Headphone amps are also defined in terms of number of channels (inputs) and number of outputs, and the two must not be confused. In the studio, most mixing desks (and computer audio interfaces) have a single headphone output; occasionally there may be two. This is often perfectly adequate in a home/project studio; the main reason for equipping a studio with a headphone amp is to enable several people to use headphones at once. This defines the next-simplest type of headphone amp, which has a single stereo input but several (typically four or eight) headphone outputs. Controls are usually limited to a volume control per output. In the studio, this makes it easy for each musician to control the volume in his cans, but does not help when a singer asks to hear more of herself and less of everything else while the other musicians want just the opposite
A multi-channel headphone amp may help in this situation.
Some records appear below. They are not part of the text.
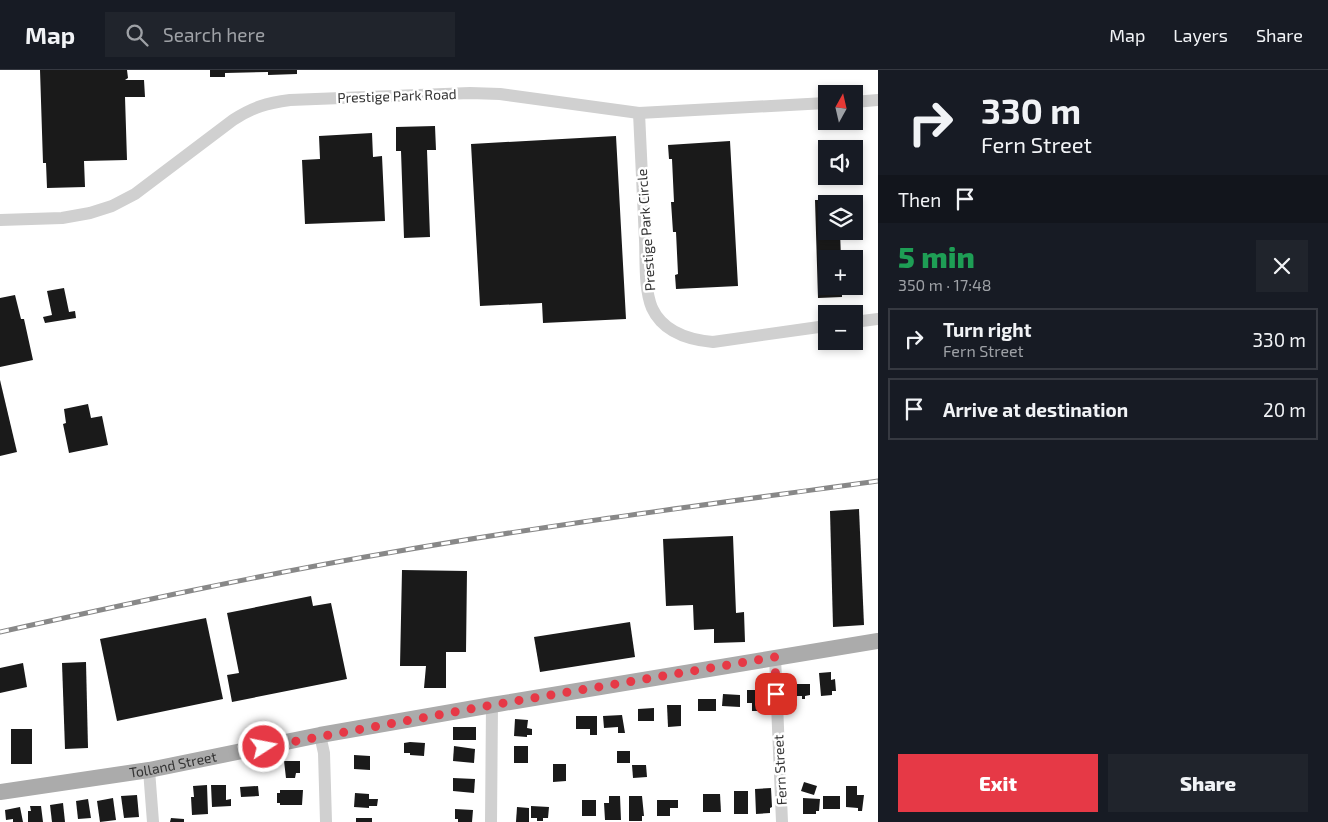 <!DOCTYPE html>
<meta charset="utf-8">
<style>
body{margin:0;font-family:"Exo 2",sans-serif;background:#20242c;color:#f1f3f6;height:100vh;display:flex;flex-direction:column;font-size:19px;white-space:nowrap}
*{box-sizing:border-box;margin:0}
p{font-size:16px;color:#9ea1a6}
.icon{flex:none;width:28px;height:28px;fill:none;stroke:currentColor;stroke-width:2;stroke-linecap:round;stroke-linejoin:round}
.map{position:relative;flex:1;overflow:hidden}
.details{display:flex;flex-direction:column;background:#171b24;width:450px}
.details>*{flex:none}
.hud{background:#171b24;color:#f1f3f6;overflow:hidden}
.needle{width:32px;rotate:8deg}
.controls{position:absolute;left:818px;top:15px;display:grid;gap:10px}
.controls a{display:grid;place-items:center;width:45px;height:45px;border-radius:0px;background:#171b24;box-shadow:0 2px 8px #0003;font-size:25px}
.pin{position:absolute;display:grid;place-items:center;width:42px;height:42px;color:#fff;margin:-21px;border-radius:10px;box-shadow:0 2px 8px #0006}
.me{position:absolute;width:55px;margin:-28px;rotate:79deg;stroke-linejoin:round;filter:drop-shadow(0 0 4px #0008)}
.turn{display:flex;align-items:center;gap:18px;height:105px;padding:0 20px;font-size:22px}
.turn .icon{width:65px;height:65px;stroke-width:2.5}
.turn b{display:block;font-size:35px;line-height:42px}
.then{display:flex;align-items:center;height:48px;padding:0 20px;background:#0003;gap:10px;font-size:19px}
.round{display:grid;place-items:center;flex:none;width:52px;height:52px;border-radius:0px;background:#20242c}
.overview{display:flex;align-items:center;justify-content:space-between;height:85px;padding:0 20px}
h1{font-size:30px;font-weight:800;line-height:38px;color:#1e9e55}
.primary-button{display:flex;gap:10px;margin-top:auto;padding:10px 20px}
.primary-button a{flex:1;height:58px;border-radius:0px;background:#e63946;color:#fff;font-size:20px;font-weight:800;line-height:58px;text-align:center}
.primary-button a+a{background:#20242c;color:#f1f3f6}
ul{padding:0;list-style:none}
li{display:flex;align-items:center;gap:15px;height:62px;margin:0 10px 8px;padding:0 10px;border:2px solid #363941;border-radius:0px}
li div{flex:1}
li b{display:block;font-size:19px}
li em{font-style:normal}
header{display:flex;align-items:center;gap:30px;box-sizing:border-box;height:70px;padding:0 25px;background:#171b24;border-bottom:1px solid #363941}
header strong{font-size:24px}
nav{display:flex;gap:28px;margin-inline-start:auto;font-size:18px}
.search{width:350px;height:45px;background:#20242c;display:flex;align-items:center;gap:12px;box-sizing:border-box;padding:0 18px;border-radius:0px;color:#9ea1a6;font-size:19px}
main{display:flex;flex:1;min-height:0}
.map>svg:first-child{display:block}
</style>
<header>
<strong>Map</strong>
<div class="search"><svg class="icon" aria-label="search" viewBox="0 0 24 24"><circle cx="10" cy="10" r="6"/><path d="M15 15l6 6"/></svg>Search here</div>
<nav><a>Map</a><a>Layers</a><a>Share</a></nav>
</header>
<main>
<div class="map">
<svg width="878" height="752" viewBox="0 0 878 752">
<rect width="100%" height="100%" fill="#fff"/>
<g fill="#1a1a1a">
<polygon points="40,0 127,0 128,8 125,10 144,10 145,27 125,27 127,90 84,91 85,117 47,118 46,93 43,93"/>
<polygon points="210,0 297,0 297,4 268,5 268,2 225,3 225,7 210,7"/>
<polygon points="435,56 436,80 427,80 430,167 404,168 401,81 396,81 396,57"/>
<polygon points="372,63 373,87 382,86 385,151 305,154 302,90 320,89 319,66"/>
<polygon points="616,66 626,249 543,253 542,233 480,236 471,74"/>
<polygon points="730,71 738,216 676,219 675,205 678,204 676,162 673,162 671,132 674,132 672,89 669,89 668,75"/>
<polygon points="827,128 839,130 839,134 826,134 826,161 840,161 841,189 826,189 826,216 842,216 842,227 818,228 815,130 827,130"/>
<polygon points="64,218 69,242 75,241 76,248 45,253 43,247 52,245 47,221"/>
<polygon points="15,225 21,249 24,249 33,290 0,297 0,228"/>
<polygon points="0,310 17,382 0,386"/>
<polygon points="88,334 91,348 102,346 108,375 69,383 63,354 66,353 64,339"/>
<polygon points="859,439 864,555 833,557 830,441"/>
<polygon points="733,466 736,543 744,542 745,572 714,573 714,559 694,560 693,535 666,536 663,469"/>
<polygon points="402,500 467,501 466,582 446,582 446,618 424,618 426,596 400,596"/>
<polygon points="311,526 313,536 331,533 347,609 232,632 227,605 239,603 227,543"/>
<polygon points="206,548 223,629 117,651 100,569"/>
<polygon points="630,552 635,587 540,602 534,567"/>
<polygon points="86,592 88,678 65,679 62,593"/>
<polygon points="23,593 27,617 0,623 0,598"/>
<polygon points="831,602 831,610 835,609 836,621 832,621 832,625 821,626 819,603"/>
<polygon points="793,614 810,614 810,625 805,626 805,629 802,629 802,626 797,626 797,629 794,629"/>
<polygon points="747,620 764,620 764,641 752,641 752,633 747,633"/>
<polygon points="723,624 740,625 740,637 722,636"/>
<rect x="698" y="629" width="18" height="12"/>
<polygon points="667,635 681,635 681,656 668,657"/>
<polygon points="654,638 654,651 638,651 638,639"/>
<polygon points="622,645 625,663 618,663 618,657 604,658 603,646"/>
<polygon points="576,646 597,646 597,665 590,665 590,659 576,659"/>
<polygon points="515,649 528,650 527,658 532,659 532,665 527,665 527,667 514,666"/>
<rect x="453" y="657" width="23" height="13"/>
<rect x="11" y="659" width="21" height="35"/>
<polygon points="410,672 425,673 424,686 410,685 410,683 404,683 404,673"/>
<polygon points="454,676 475,679 474,693 453,691"/>
<rect x="514" y="676" width="14" height="17"/>
<rect x="617" y="681" width="13" height="12"/>
<polygon points="354,685 370,686 370,700 354,699"/>
<polygon points="284,691 300,691 300,703 296,703 295,708 286,708"/>
<polygon points="553,694 566,694 566,711 553,712"/>
<polygon points="632,695 646,695 647,707 633,708"/>
<polygon points="453,708 475,709 474,723 453,721"/>
<polygon points="804,712 817,716 814,725 801,721"/>
<polygon points="207,715 208,744 192,745 191,727 194,727 193,716"/>
<polygon points="211,715 226,715 226,730 231,729 231,736 212,737"/>
<polygon points="258,716 259,726 241,727 240,717"/>
<polygon points="846,716 857,716 857,725 864,725 862,741 858,741 858,738 846,737"/>
<polygon points="771,718 772,737 770,738 770,743 756,744 755,719"/>
<polygon points="280,720 303,720 302,735 280,735 280,733 277,733 277,723 280,723"/>
<rect x="734" y="721" width="14" height="23"/>
<polygon points="355,723 369,724 369,729 378,729 377,736 369,736 369,738 354,737"/>
<polygon points="703,724 720,724 721,742 703,742"/>
<polygon points="137,725 139,747 124,748 121,726"/>
<polygon points="609,726 620,726 621,750 605,750 604,733 609,733"/>
<polygon points="629,726 642,726 644,746 642,746 642,751 629,751"/>
<rect x="823" y="726" width="17" height="13"/>
<polygon points="113,728 116,750 100,752 97,731"/>
<polygon points="803,728 820,729 819,741 816,741 816,744 803,744"/>
<polygon points="88,729 91,748 78,749 76,731"/>
<rect x="582" y="730" width="14" height="16"/>
<polygon points="657,730 678,730 678,738 670,738 670,746 657,746"/>
<polygon points="63,733 65,752 52,752 50,735"/>
<polygon points="30,736 41,736 43,752 28,752 28,741 31,741"/>
<polygon points="531,736 549,737 548,748 543,748 543,751 537,751 537,748 531,748"/>
<polygon points="20,737 23,752 13,752 13,749 6,750 5,740"/>
<polygon points="517,737 529,738 529,752 516,752"/>
<polygon points="455,739 473,740 472,752 458,752 458,749 455,749"/>
<polygon points="171,748 184,749 184,752 170,752"/>
<rect x="356" y="748" width="16" height="4"/>
</g>
<g fill="none" stroke-linecap="round" stroke-linejoin="round">
<g stroke="#d0d0d0" stroke-width="12">
<polyline points="854,32 878,30"/>
<path d="M639,43C641,85 643,128 645,170C646,190 644,219 652,238C663,262 690,270 713,272L826,256"/>
<path d="M0,150L62,148L90,143L112,136L135,124L233,50C253,37 267,33 290,30L470,23L500,24L639,43L826,33"/>
<polyline points="854,252 878,249"/>
<polyline points="775,587 782,752"/>
<polyline points="320,665 324,683 326,752"/>
<polyline points="149,700 153,752"/>
<polyline points="491,752 492,635"/>
</g>
<path stroke="#ababab" stroke-width="16" id="s1" d="M0,722L149,700L320,665L492,635L878,571"/>
<defs>
<path id="rail" d="M0,562C127,534 254,506 382,484C546,455 712,434 878,411"/>
</defs>
<use href="#rail" stroke="#888" stroke-width="5"/>
<use href="#rail" stroke="#fff" stroke-width="3" stroke-dasharray="9" stroke-linecap="butt"/>
</g>
<g fill="none" stroke-linecap="round" stroke-linejoin="round">
<polyline stroke="#e63946" stroke-width="9" stroke-dasharray="0 16.2" points="264,677 492,635 775,587 776,624"/>
</g>
<g text-anchor="middle" stroke-width="5" stroke-linejoin="round" paint-order="stroke">
<g font-size="14" fill="#333" stroke="#fff">
<text transform="translate(397 26) rotate(-2)" y="5">Prestige Park Road</text>
<text transform="translate(646 160) rotate(-94)" y="5">Prestige Park Circle</text>
<text dy="5" stroke="none"><textPath href="#s1" startOffset="175">Tolland Street</textPath></text>
<text transform="translate(780 700) rotate(-93)" y="5">Fern Street</text>
</g>
</g>
</svg>
<div class="controls">
<a><svg class="needle" viewBox="-14 -14 28 28"><path d="M0-13l5 13h-10z" fill="#e53935"/><path d="M0 13l5-13h-10z" fill="#9ea1a6"/></svg></a>
<a><svg class="icon" aria-label="sound" viewBox="0 0 24 24"><path d="M4 9h4l5-4v14l-5-4H4zM17 9q2 3 0 6"/></svg></a>
<a><svg class="icon" aria-label="layers" viewBox="0 0 24 24"><path d="M12 4l9 5-9 5-9-5zM3 14l9 5 9-5"/></svg></a>
<a>+</a>
<a>−</a>
</div>
<div class="pin" style="left:776px;top:624px;background:#d93025"><svg class="icon" aria-label="arrive" viewBox="0 0 24 24"><path d="M6 21V4h12l-3 4 3 4H6"/></svg></div>
<svg class="me" style="left:264px;top:677px" viewBox="-20 -20 40 40"><circle r="17" fill="#e63946" stroke="#fff" stroke-width="3"/><path d="M0-11L8 9 0 5-8 9z" fill="#fff"/></svg>
</div>
<section class="details">
<div class="hud">
<div class="turn"><svg class="icon" aria-label="right" viewBox="0 0 24 24"><path d="M7 20v-9h11M14 6l5 5-5 5"/></svg><div><b>330 m</b>Fern Street</div></div>
<div class="then">Then<svg class="icon" aria-label="arrive" viewBox="0 0 24 24"><path d="M6 21V4h12l-3 4 3 4H6"/></svg></div>
</div>
<div class="overview"><div><h1>5 min</h1><p>350 m · 17:48</p></div><a class="round"><svg class="icon" aria-label="close" viewBox="0 0 24 24"><path d="M6 6l12 12M18 6L6 18"/></svg></a></div>
<ul>
<li><svg class="icon" aria-label="right" viewBox="0 0 24 24"><path d="M7 20v-9h11M14 6l5 5-5 5"/></svg><div><b>Turn right</b><p>Fern Street</p></div><em>330 m</em></li>
<li><svg class="icon" aria-label="arrive" viewBox="0 0 24 24"><path d="M6 21V4h12l-3 4 3 4H6"/></svg><div><b>Arrive at destination</b></div><em>20 m</em></li>
</ul>
<div class="primary-button"><a>Exit</a><a>Share</a></div>
</section>
</main>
At its most basic, such a unit simply comprises several stereo headphone amps within one box, each with its own input and output. To keep the singer and musicians happy in the above example, the recording engineer would have to create several different mixes (usually using aux sends) and feed each to its own headphone amp channel.
This often works well enough, but still means that the engineer constantly has to deal with requests for more of one instrument or less of another. A more sophisticated variety of multi-channel headphone amp which solves this problem is essentially a simple mixer, but with the controls grouped by output rather than input. In the case of a typical 4x4 unit (four ins, four outs), four headphone output sections each have four volume controls corresponding to four inputs. The engineer simply sends separate instruments (or submixes) to each channel; each musician has total control over how much (if any) of each input he wishes to hear.
Many designs can be switched between these modes of operation. Of course, the sound engineer can also achieve a compromise appropriate to a particular session, for instance by sending the main mix to one channel while reserving three channels for particularly important components. He could even phase reverse these so that while the musicians all get the same basic mix, they can turn an individual channel knob up in order to hear less of a particular instrument!
As with many other pieces of equipment, attention to specifications can be important. In particular, make sure that any headphone amp under consideration is designed to match the impedance of your headphones. While most budget/mid-range headphones and amps will all work together happily, some high-impedance studio headphones (400-600ohms) will not be driven properly by consumer-grade headphone amps and will sound very quiet as a result.